The land along the railroad right-of-way had been granted to the Northern Pacific by the federal government in return for the construction of a northern transcontinental railroad. One requirement of the 1864 Northern Pacific Land Grant was that the railroad had to sell the land that had been granted to it within five years of the completion of the line, in order to encourage settlement.
Among the St. Paul investors was Northern Pacific Railroad President Thomas Oakes (1843-1919). Oakes and several other officials of the Northern Pacific began formulating a scheme to buy land in the Yakima Valley for the purpose of building an irrigation system using Yakima River water in early 1889. Irrigating the land greatly increased its value, and the investors in the Yakima Land and Canal Company hoped to resell the irrigated land at a profit. The investors had been impressed with the quantity and quality of crops grown by a small group of settlers near Union Gap who had constructed a small irrigation system called the Konnewock Ditch and were farming 1,500 acres of irrigated land.

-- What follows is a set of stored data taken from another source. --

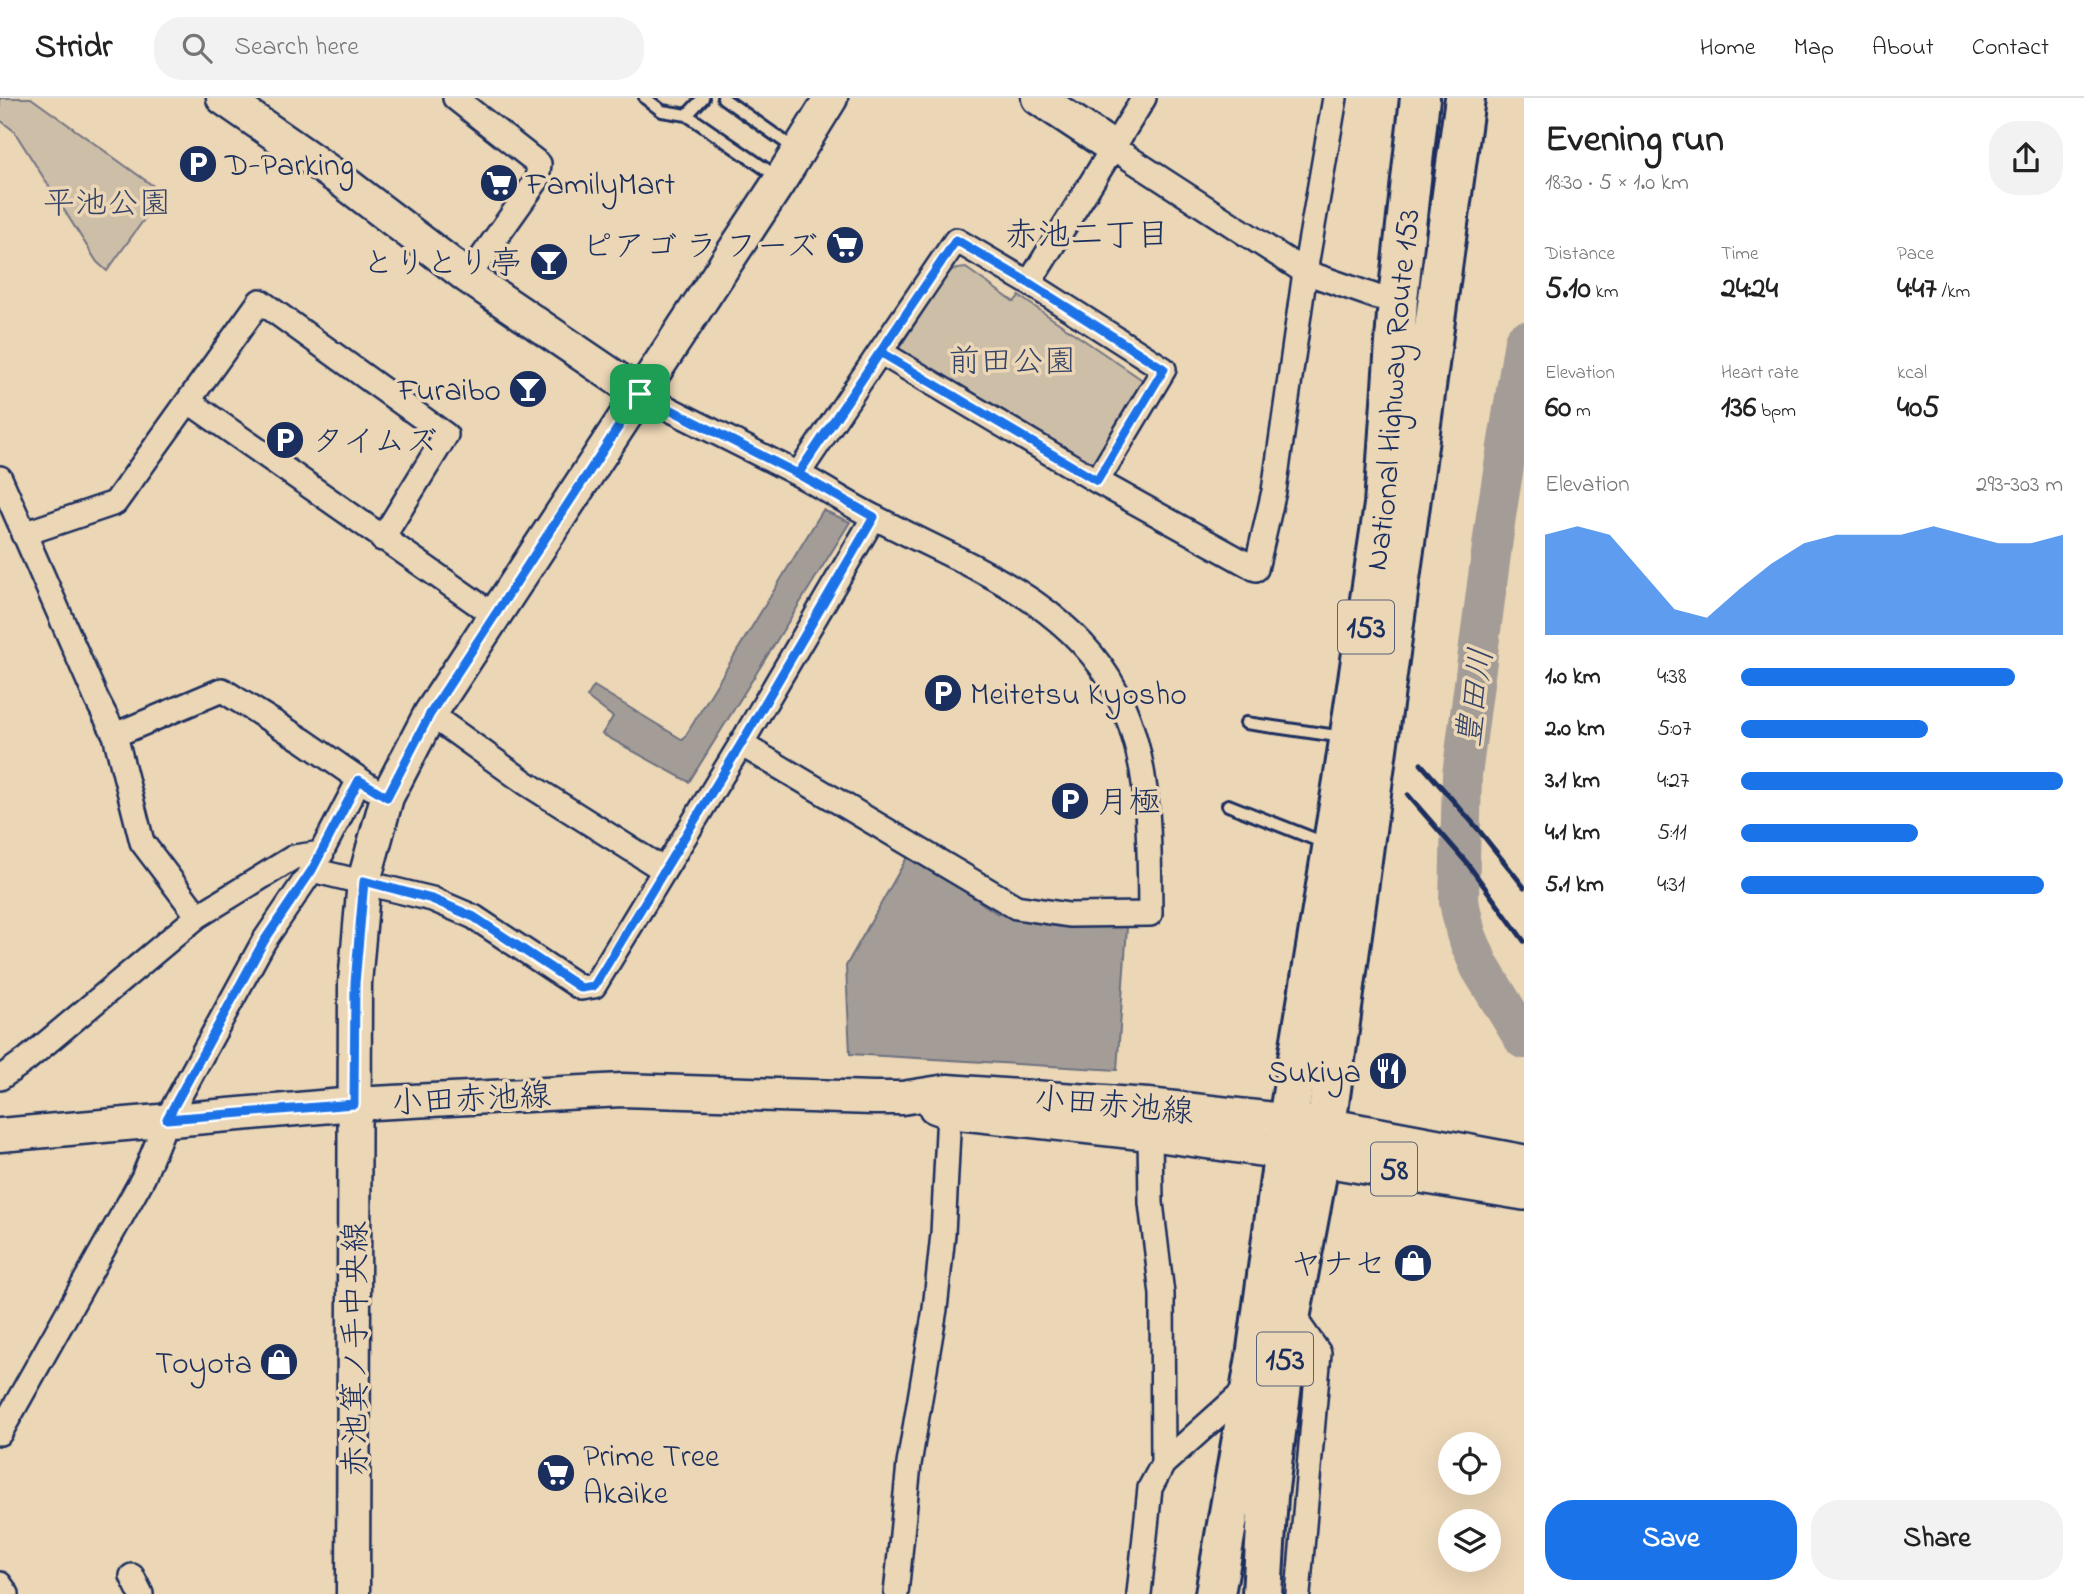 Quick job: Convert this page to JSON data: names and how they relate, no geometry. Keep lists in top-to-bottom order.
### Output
{
  "streets": {
    "highway": ["National Highway Route 153", "153"],
    "main road": ["58"],
    "street": ["小田赤池線", "赤池箕ノ手中央線"]
  },
  "crossings": [
    ["National Highway Route 153", "153"],
    ["National Highway Route 153", "小田赤池線"],
    ["National Highway Route 153", "58"],
    ["小田赤池線", "58"],
    ["小田赤池線", "赤池箕ノ手中央線"]
  ],
  "districts": ["赤池二丁目"],
  "water": ["豊田川"],
  "parks": ["平池公園", "前田公園"],
  "places": {
    "parking": [
      "D-Parking",
      "タイムズ",
      "Meitetsu Kyosho",
      "月極"
    ],
    "supermarket": ["FamilyMart", "ピアゴ ラ フーズ", "Prime Tree Akaike"],
    "bar": ["とりとり亭", "Furaibo"],
    "restaurant": ["Sukiya"],
    "shop": ["ヤナセ", "Toyota"]
  },
  "page": {
    "header": "Stridr",
    "search": "Search here",
    "nav": [
      "Home",
      "Map",
      "About",
      "Contact"
    ],
    "heading": ["Evening run", "18:30 · 5 × 1.0 km"],
    "stats": [
      ["Distance", "5.10 km"],
      ["Time", "24:24"],
      ["Pace", "4:47 /km"],
      ["Elevation", "60 m"],
      ["Heart rate", "136 bpm"],
      ["kcal", "405"]
    ],
    "chart": ["Elevation", "293–303 m"],
    "list": [
      {
        "name": "1.0 km",
        "note": "4:38"
      },
      {
        "name": "2.0 km",
        "note": "5:07"
      },
      {
        "name": "3.1 km",
        "note": "4:27"
      },
      {
        "name": "4.1 km",
        "note": "5:11"
      },
      {
        "name": "5.1 km",
        "note": "4:31"
      }
    ],
    "buttons": ["Save", "Share"]
  }
}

Walter N. Granger was a New York native who from 1884 to 1889 resided in Montana where he was responsible for construction of the Gallatin Canal, the Florence Canal and reservoir, and the Chestnut Canal. Oakes, aware of Granger's irrigation expertise, summoned him to the Yakima Valley in the hope that he would concur with the area's potential for irrigation. After touring the area briefly, Granger did so. Granger and the St. Paul investors hired a corps of engineers headed by J. D. McIntyre to survey the land and determine the best layout for an irrigation system. McIntyre completed his survey on November 2, 1889.
When the Yakima Land and Canal Company was formed, Walter Granger was named president and James Millisch and Albert Kleinschmidt of Helena, Montana, were named secretary and treasurer. Three months later the Northern Pacific Railroad Company purchased two-thirds of the Yakima Land and Canal Company's stock, in effect fulfilling its legal requirement to divest itself of its land by purchasing it itself. The company's name was changed to the Northern Pacific, Kittitas, and Yakima Irrigation Company. Northern Pacific employee Paul Schulze, who headed the railroad's land department, was named president and Walter Granger became vice president and general manager. Granger was charged with creating and implementing the irrigation system.
The Northern Pacific, Kittitas, and Yakima Irrigation Company hired William Hamilton Hall, a well-known irrigation engineer from California, to verify J. D. McIntyre's findings. The proposed irrigation canal was to be 42 miles long and irrigate 68,000 acres. It was named the Sunnyside Canal. In the midst of construction Walter Granger still found time for romance, marrying Yakima pioneer Maud Thomas in North Yakima in 1891.
On March 26, 1892, company officials, Tacoma Light and Water Company president Theodore Hosmer, Tacoma Land Company president I. W. Anderson, National Geographic Society founder and Moxee ranch owner Gardner Green Hubbard (1822-1897), and other notables arrived at the construction site from Tacoma on Paul Schulze's private train car and celebrated the completion of the first 25 miles. Doris Allen broke a bottle of champagne over the headgates near Union Gap.
The National Financial Panic of 1893 forced the Northern Pacific to withdraw from the company. Against all odds, Walter Granger managed to continue construction, even when Paul Schulze's financial improprieties and subsequent suicide forced his company into receivership in 1895. In 1900 the Washington Irrigation Company purchased the Sunnyside Canal, and extended the canal from Sunnyside to Prosser. In 1905 the Federal Bureau of Reclamation purchased the Sunnyside Canal and it became part of the Sunnyside Division of the Yakima Project.